### EXERCISE
Your answer should hold all lines of the entries that include the word "lineWidth".

PROVIDED MATERIAL: Begin

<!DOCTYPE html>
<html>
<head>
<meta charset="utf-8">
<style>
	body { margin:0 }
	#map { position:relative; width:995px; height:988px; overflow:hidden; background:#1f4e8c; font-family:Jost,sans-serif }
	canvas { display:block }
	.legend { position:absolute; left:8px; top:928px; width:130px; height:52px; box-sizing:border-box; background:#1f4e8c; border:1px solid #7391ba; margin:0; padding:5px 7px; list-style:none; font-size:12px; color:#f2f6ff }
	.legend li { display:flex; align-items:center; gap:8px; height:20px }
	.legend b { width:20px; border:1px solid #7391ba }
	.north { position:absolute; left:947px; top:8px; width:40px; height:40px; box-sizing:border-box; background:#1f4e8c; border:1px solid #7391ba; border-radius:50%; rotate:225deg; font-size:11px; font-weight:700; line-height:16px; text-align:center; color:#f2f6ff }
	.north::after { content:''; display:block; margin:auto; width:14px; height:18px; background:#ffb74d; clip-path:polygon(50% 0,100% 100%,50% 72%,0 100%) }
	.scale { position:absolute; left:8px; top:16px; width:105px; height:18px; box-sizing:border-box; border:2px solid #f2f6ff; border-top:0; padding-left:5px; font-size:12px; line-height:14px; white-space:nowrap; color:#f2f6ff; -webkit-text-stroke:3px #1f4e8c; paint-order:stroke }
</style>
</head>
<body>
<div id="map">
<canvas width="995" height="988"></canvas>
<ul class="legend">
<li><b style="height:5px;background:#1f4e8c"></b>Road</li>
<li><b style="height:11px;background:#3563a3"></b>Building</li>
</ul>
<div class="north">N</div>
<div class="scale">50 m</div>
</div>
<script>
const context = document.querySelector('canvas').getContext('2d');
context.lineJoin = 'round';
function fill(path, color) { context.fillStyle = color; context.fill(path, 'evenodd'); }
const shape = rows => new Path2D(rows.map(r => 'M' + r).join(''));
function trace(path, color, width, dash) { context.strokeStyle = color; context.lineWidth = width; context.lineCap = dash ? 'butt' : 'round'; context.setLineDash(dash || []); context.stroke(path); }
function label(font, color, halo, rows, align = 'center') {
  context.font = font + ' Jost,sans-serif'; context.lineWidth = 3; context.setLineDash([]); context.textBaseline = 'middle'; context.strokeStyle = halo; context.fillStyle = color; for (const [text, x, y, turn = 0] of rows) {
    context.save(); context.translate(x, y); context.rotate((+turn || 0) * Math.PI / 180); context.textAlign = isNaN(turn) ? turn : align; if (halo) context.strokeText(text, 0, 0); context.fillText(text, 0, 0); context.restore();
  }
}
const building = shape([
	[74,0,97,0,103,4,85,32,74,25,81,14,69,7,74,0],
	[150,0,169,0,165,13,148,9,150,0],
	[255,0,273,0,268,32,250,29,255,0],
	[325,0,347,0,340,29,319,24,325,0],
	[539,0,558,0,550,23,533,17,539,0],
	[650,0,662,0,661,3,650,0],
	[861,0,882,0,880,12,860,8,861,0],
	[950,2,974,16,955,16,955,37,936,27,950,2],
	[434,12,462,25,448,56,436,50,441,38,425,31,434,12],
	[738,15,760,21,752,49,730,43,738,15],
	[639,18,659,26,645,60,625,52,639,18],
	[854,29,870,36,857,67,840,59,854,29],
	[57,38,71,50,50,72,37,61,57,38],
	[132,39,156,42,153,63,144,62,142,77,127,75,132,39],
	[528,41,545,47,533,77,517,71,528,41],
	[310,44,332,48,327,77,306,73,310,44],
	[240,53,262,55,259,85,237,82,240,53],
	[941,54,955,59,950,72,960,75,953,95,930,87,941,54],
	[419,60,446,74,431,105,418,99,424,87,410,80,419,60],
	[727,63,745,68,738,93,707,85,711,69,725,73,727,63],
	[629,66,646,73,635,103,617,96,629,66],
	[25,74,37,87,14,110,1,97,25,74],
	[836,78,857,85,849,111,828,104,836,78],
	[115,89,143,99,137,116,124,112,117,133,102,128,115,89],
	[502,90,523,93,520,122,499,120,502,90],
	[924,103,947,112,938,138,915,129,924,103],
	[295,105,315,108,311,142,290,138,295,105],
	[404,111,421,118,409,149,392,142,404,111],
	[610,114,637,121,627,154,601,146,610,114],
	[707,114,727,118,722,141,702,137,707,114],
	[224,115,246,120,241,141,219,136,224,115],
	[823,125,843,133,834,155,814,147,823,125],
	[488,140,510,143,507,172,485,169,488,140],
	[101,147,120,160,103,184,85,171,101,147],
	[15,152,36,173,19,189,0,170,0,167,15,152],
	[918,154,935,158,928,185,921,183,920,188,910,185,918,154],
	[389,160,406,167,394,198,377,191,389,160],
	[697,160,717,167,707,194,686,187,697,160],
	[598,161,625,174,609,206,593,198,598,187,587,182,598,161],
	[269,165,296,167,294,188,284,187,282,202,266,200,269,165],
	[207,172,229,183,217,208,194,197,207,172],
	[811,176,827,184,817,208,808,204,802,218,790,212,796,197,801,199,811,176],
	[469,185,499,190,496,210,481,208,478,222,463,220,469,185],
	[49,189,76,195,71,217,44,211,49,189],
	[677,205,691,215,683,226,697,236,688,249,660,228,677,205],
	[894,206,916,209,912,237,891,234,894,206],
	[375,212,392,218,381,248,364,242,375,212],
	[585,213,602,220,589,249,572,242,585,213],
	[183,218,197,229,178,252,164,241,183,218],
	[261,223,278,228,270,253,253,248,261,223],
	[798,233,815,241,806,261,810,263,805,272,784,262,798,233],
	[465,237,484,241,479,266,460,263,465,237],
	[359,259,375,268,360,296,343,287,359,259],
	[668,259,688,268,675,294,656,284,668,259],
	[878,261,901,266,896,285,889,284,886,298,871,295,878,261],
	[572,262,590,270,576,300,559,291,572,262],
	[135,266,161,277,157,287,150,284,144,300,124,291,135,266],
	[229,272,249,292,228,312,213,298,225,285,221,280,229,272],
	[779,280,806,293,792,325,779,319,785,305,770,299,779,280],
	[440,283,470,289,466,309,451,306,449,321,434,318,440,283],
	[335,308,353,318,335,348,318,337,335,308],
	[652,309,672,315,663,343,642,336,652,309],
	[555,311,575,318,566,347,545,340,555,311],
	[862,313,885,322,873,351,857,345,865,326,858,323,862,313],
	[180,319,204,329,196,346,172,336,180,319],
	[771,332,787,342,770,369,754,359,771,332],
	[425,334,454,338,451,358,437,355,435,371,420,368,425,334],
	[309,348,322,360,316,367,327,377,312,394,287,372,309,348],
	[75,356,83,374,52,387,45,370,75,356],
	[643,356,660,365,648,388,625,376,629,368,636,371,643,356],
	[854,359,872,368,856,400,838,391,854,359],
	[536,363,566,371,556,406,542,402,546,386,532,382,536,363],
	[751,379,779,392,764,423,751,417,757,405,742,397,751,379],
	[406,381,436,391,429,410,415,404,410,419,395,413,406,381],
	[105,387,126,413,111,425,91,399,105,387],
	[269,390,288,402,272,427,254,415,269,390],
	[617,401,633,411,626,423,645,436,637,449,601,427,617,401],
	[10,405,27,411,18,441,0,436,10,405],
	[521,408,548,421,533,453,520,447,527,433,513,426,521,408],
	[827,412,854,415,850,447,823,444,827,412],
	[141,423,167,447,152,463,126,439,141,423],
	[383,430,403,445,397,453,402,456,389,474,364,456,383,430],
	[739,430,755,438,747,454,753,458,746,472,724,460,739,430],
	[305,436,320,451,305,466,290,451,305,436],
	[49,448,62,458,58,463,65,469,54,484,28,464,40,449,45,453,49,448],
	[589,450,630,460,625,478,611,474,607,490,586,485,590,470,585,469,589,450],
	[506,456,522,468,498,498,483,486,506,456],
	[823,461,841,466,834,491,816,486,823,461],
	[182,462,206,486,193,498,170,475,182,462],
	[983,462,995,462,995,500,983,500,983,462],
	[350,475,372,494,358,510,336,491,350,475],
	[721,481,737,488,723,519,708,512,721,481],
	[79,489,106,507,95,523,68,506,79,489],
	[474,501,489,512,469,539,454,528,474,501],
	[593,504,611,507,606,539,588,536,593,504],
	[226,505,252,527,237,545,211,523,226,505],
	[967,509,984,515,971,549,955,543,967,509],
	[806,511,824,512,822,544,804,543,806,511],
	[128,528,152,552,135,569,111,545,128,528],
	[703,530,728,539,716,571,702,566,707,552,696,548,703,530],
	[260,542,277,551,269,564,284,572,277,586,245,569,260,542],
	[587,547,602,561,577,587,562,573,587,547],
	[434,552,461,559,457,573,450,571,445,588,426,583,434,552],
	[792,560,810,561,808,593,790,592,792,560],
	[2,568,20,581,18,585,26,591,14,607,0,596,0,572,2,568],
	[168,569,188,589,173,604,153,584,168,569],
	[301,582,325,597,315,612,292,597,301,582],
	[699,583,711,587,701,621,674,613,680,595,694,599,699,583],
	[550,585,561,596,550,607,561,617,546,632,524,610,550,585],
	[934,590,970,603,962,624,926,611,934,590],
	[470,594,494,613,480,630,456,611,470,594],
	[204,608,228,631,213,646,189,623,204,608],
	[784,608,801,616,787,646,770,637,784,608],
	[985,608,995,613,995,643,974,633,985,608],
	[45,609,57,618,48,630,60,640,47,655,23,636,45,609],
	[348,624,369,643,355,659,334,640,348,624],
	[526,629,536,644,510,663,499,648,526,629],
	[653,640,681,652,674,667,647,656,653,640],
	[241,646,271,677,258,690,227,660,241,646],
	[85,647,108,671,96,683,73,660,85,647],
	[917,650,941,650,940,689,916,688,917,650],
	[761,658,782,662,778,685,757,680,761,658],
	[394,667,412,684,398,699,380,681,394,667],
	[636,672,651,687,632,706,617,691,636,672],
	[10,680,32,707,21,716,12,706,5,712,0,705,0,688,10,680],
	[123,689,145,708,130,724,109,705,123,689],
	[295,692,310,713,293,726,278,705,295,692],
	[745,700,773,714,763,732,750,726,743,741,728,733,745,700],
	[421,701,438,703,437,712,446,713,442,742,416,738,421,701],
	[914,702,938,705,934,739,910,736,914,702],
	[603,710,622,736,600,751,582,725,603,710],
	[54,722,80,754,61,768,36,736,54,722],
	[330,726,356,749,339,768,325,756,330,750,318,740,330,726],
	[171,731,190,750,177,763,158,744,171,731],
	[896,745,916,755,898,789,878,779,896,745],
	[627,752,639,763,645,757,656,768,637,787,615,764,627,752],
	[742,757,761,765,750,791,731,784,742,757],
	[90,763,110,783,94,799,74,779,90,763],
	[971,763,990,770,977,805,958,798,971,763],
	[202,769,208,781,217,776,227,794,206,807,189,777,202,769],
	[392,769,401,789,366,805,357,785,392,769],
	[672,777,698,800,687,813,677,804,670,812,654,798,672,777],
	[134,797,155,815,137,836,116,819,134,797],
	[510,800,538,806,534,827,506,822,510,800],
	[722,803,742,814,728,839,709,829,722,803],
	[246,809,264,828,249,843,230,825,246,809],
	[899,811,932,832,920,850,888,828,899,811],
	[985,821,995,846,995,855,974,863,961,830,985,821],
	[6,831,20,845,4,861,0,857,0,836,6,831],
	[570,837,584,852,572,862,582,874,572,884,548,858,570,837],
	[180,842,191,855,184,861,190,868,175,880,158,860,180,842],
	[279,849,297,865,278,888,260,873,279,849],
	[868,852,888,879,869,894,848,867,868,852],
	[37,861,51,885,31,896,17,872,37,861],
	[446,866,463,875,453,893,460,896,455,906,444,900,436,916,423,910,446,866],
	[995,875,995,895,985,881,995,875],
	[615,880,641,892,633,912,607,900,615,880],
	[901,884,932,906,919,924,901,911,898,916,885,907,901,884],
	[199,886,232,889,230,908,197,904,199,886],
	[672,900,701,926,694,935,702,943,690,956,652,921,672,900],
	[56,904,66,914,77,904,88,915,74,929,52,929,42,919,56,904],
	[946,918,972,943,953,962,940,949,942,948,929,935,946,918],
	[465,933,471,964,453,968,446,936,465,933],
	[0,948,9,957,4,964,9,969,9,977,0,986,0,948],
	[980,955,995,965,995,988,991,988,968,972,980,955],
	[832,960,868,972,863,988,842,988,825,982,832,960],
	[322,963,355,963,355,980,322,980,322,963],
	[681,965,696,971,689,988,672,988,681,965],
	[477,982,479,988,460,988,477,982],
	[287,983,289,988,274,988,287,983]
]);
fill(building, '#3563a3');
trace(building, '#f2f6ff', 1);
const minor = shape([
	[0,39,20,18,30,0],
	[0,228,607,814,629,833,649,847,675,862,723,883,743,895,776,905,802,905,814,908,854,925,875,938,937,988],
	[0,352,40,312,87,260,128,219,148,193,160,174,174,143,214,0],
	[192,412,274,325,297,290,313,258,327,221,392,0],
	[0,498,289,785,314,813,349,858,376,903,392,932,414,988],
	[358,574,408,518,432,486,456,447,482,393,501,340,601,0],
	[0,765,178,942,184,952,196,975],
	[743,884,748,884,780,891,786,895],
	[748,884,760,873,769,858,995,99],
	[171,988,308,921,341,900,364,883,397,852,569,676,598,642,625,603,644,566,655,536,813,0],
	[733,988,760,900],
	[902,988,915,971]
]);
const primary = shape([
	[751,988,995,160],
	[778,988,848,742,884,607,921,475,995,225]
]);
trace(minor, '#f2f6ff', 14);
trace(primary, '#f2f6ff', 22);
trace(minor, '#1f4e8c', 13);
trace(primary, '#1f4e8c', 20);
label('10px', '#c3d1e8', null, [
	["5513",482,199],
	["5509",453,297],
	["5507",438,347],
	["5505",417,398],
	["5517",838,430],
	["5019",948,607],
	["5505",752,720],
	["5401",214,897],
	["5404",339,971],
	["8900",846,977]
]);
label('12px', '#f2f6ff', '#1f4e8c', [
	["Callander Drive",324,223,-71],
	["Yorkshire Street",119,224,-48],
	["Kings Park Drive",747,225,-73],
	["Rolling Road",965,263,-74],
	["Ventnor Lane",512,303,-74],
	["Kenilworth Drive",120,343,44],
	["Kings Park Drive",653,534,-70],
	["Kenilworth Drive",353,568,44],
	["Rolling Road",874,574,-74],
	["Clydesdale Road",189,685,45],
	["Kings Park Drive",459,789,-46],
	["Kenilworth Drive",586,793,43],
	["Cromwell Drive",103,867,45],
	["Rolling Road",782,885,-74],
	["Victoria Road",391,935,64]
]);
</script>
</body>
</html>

PROVIDED MATERIAL: End

### SOLUTION
function trace(path, color, width, dash) { context.strokeStyle = color; context.lineWidth = width; context.lineCap = dash ? 'butt' : 'round'; context.setLineDash(dash || []); context.stroke(path); }
  context.font = font + ' Jost,sans-serif'; context.lineWidth = 3; context.setLineDash([]); context.textBaseline = 'middle'; context.strokeStyle = halo; context.fillStyle = color; for (const [text, x, y, turn = 0] of rows) {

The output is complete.